Access Data from the Edge

Maintaining a single cluster in one region isn't sufficient. To address various failures, including challenging scenarios like Byzantine hardware failure, you need to distribute PostgreSQL clusters across multiple regions. This cluster-of-clusters approach, seen from a Cloudflare Workers’ standpoint, enhances resilience. Cloudflare expanded from a US-based primary region to include Europe and Asia, forming a hub-and-spoke model using PostgreSQL streaming replication.

Ensuring synchronization across regions is crucial, handling issues like replication lag:: when faced with high replication lag, diverting traffic back to the primary region helps meet SLAs for application teams. This strategy enhances system robustness and mitigates the impact of potential failures.

A distributed cluster offers significant benefits, particularly in implementing smart failovers. By strategically choosing the primary region based on factors like current load, available capacity, or time zones ("follow the sun"), we optimize for lower latency during active hours in different parts of the world. This dynamic approach addresses PostgreSQL's single-primary limitation.

Capacity considerations also guide the choices: certain regions may have more capacity, and logistical challenges, like hardware shipments during COVID, impact decisions. Traffic patterns and compliance requirements further influence region selection, allowing the team to address specific regulatory needs efficiently. Adopting a distributed approach enables Cloudflare to navigate these challenges effectively.

Expanding PostgreSQL across multiple regions and achieving quick failovers, as discussed earlier with tools like pg_rewind, is efficient. However, the complexity arises when considering application dependencies. While database migration is manageable, failing over entire application ecosystems, including distributed components like Kafka message queues, is a challenge.
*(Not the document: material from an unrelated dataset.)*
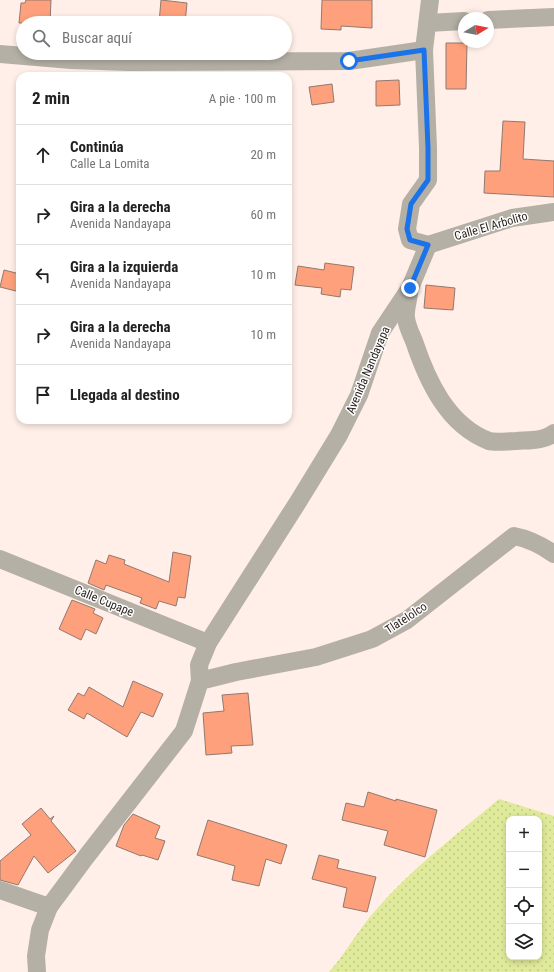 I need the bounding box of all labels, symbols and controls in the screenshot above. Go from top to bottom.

Understanding the full application dependency graph is crucial when switching over regions.

Figure 8: The full application dependency graph

Despite ongoing automation efforts, coordination between teams, across different organizations, becomes critical. The sequence to switch services across regions involves considering database clusters, application services (e.g., authentication and configuration) in Kubernetes clusters, and their reliance on central infrastructure like R2 and SSL.

Database Trends

As practitioners, we have observed key trends in relational databases. First, there's a move towards embedding data at the edge, using monolithic or PostgreSQL in a few regions, complemented by embedded databases like SQLite for real edge processing. It is vital to keep SQLite at the edge syncronized with PostgreSQL data at core/central locations. Furthermore, ensuring SQLite is PostgreSQL wire-compatible is crucial for seamless integration.

Another trend involves persistence at the edge, with Cloudflare Workers processing client-side data. Additionally, there's a shift towards the colocation of storage and compute, illustrated by features like Smart Placement.

Figure 9: Cloudflare Workers colocated with the database cluster

This reduces latency, by avoiding cross-region network hops to an otherwise central data storage and addresses the realization that many client applications spend considerable time communicating with databases.

Lastly, data localization, particularly in Europe using PostgreSQL, is a challenge. Logical replication is a focus, offering flexibility in replicating on a row or column level, although it's still in an exploratory phase. The expectation is that logical replication will play a significant role in addressing this challenge.